* _DATA_:
-----

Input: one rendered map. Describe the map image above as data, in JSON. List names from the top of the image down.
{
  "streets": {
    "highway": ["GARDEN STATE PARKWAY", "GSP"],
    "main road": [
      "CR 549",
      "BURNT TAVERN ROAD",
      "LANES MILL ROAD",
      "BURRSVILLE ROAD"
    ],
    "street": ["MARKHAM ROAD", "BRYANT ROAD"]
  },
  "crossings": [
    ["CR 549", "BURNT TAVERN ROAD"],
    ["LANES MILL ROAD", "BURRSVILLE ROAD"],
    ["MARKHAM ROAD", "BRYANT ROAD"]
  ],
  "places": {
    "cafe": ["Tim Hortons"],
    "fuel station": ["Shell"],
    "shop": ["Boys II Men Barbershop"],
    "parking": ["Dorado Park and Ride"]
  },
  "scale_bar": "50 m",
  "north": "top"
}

-----

* _TASK GOAL_: For the string "BRYANT", give the number of lines in the data that contain it, and only that number.

* _FINAL ANSWER_: 2